Creditas Tech
Published in

Creditas Tech

Data engineering needs to be specialized — here’s how we did it

In my last post, I talked about a misconception that many applicants to our data area have: that it’s necessary to be a data science unicorn to have a career. In it, I explained how unrealistic this standard is and how a “unicorn” profile doesn’t really contribute to the acceleration of data initiatives.

The distinguishing feature of a Data Scientist is their specialization in mathematics and statistics. When we take a step back from this focus on math, the mix that’s left is popularly known as Data Engineering. This term encapsulates all our demands and contexts in one way or another; however, the diversity of our demands and contexts leads us to the same dilemma I described in my previous post: we want racehorses, not unicorns.

It’s a question of focus. If we want to move faster, we need people who are focused on specific problems and who become really good (and fast!) at solving them. At Creditas, we wanted to speed up our deliveries, so we split the role of a Data Engineer into three others.

The needs of a large data department

When we talk about the initiatives related to the data of an organization, especially from the point of view of management, the needs are many: from the storage, distribution, and availability to the discovery, governance, and understanding of data. It’s in the flow that different professionals, with a variety of focuses and abilities, are meant to participate.

The following image depicts a diagram of how we can arrange theses different demands according to the four major areas of knowledge needed to extract value from data: business, database, programming, and mathematics (statistics).

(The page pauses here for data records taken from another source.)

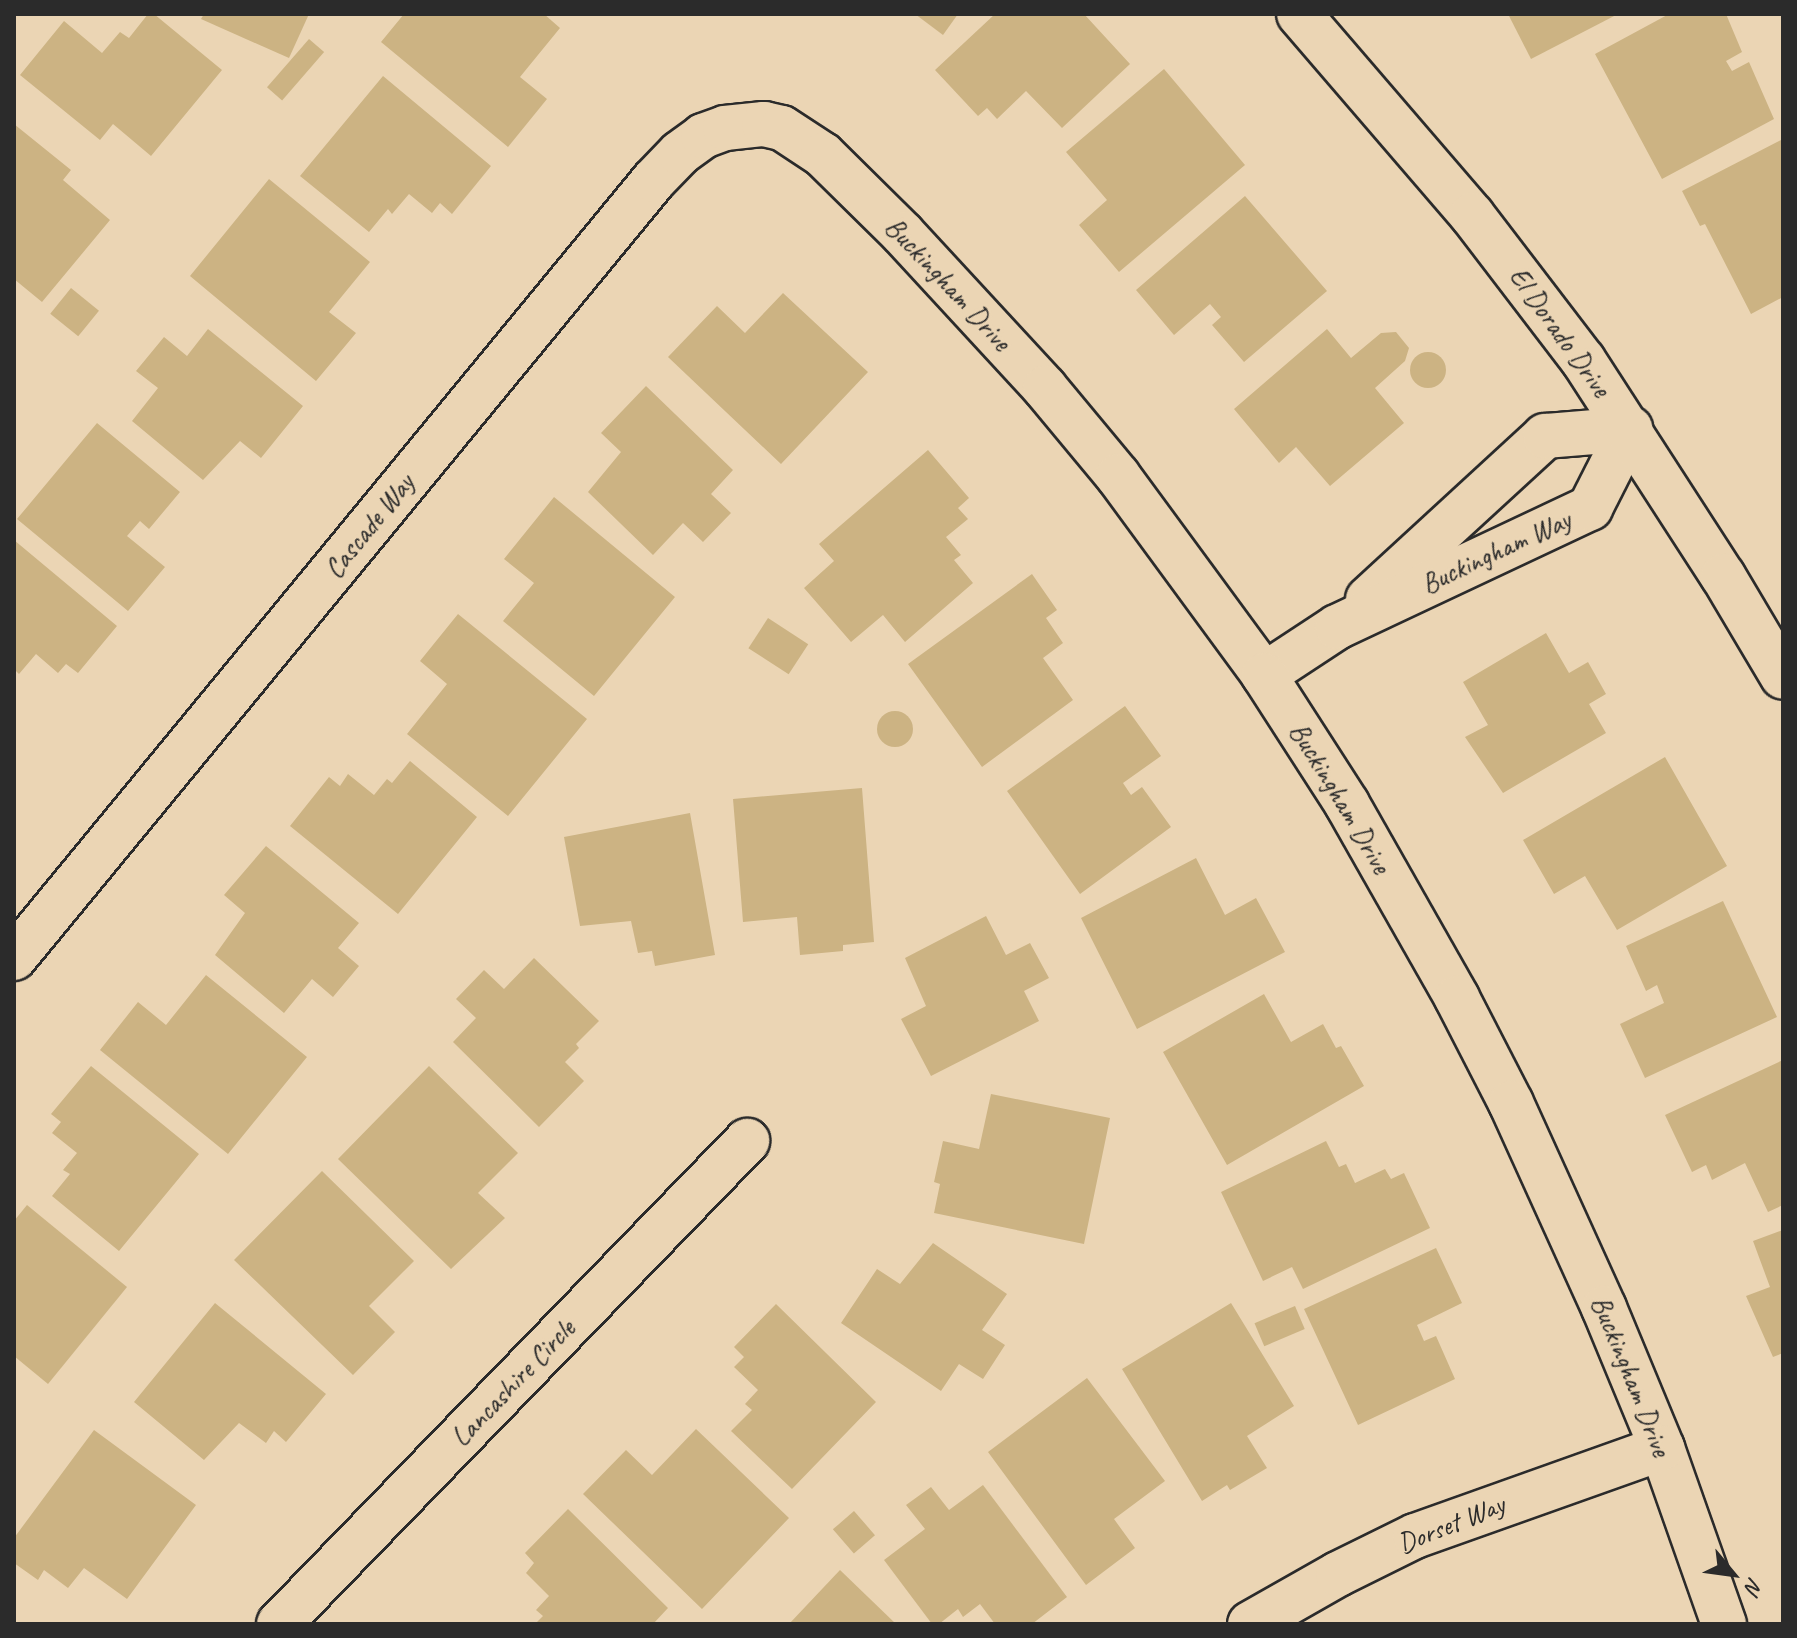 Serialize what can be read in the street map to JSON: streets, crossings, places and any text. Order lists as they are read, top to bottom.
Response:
{
  "streets": {
    "street": [
      "Buckingham Drive",
      "El Dorado Drive",
      "Cascade Way",
      "Buckingham Way",
      "Lancashire Circle",
      "Dorset Way"
    ]
  },
  "crossings": [
    ["Buckingham Drive", "Cascade Way"],
    ["Buckingham Drive", "Buckingham Way"],
    ["Buckingham Drive", "Dorset Way"],
    ["El Dorado Drive", "Buckingham Way"]
  ],
  "north": "bottom right"
}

Necessary activities to extract value from an organization’s data

The way we used to organize Data Engineering here at Creditas (and perhaps how you have organized yourself as well), our Data Engineering team was responsible for most of these demands. In my first post, I included a list of responsibilities (among others) which the team had:

  • construction of workflows for data processing;
  • crawlers for data capture;
  • data ingestion via streaming;
  • construction and organization of the data lake;
  • data warehouse modeling and construction;
  • deploy of data-science models;

…in addition to those we might add, among others:

  • database access governance;
  • database documentation;
  • user data capture systems;
  • provision of analytical data in the operational environment

The problem with this mix

If we were to look at the way we now structure these responsibilities among teams, the diagram would look something like this:

The organization of our teams alongside data demands
  • Data Science: a team of data scientists focused on constructing models that aggregate value to the business, especially regarding innovation and the automation of repetitive tasks.
  • Product Development: teams made up of developers and product managers focused on delivering technologies that add value to business. From a data point of view, they are the producers of operational data and are the technology teams closest to business.
  • Analytics: teams of data analysts focused on tracking operational KPIs and answering business questions. From a data point of view, they are the analytical environment’s main consumers and the team that demands the most from the Data Engineering team.
  • Data Engineering, the mix: our team of superheroes/heroines (not to say the others aren’t) who do their best to meet the data needs of all the other teams in the analytical environment.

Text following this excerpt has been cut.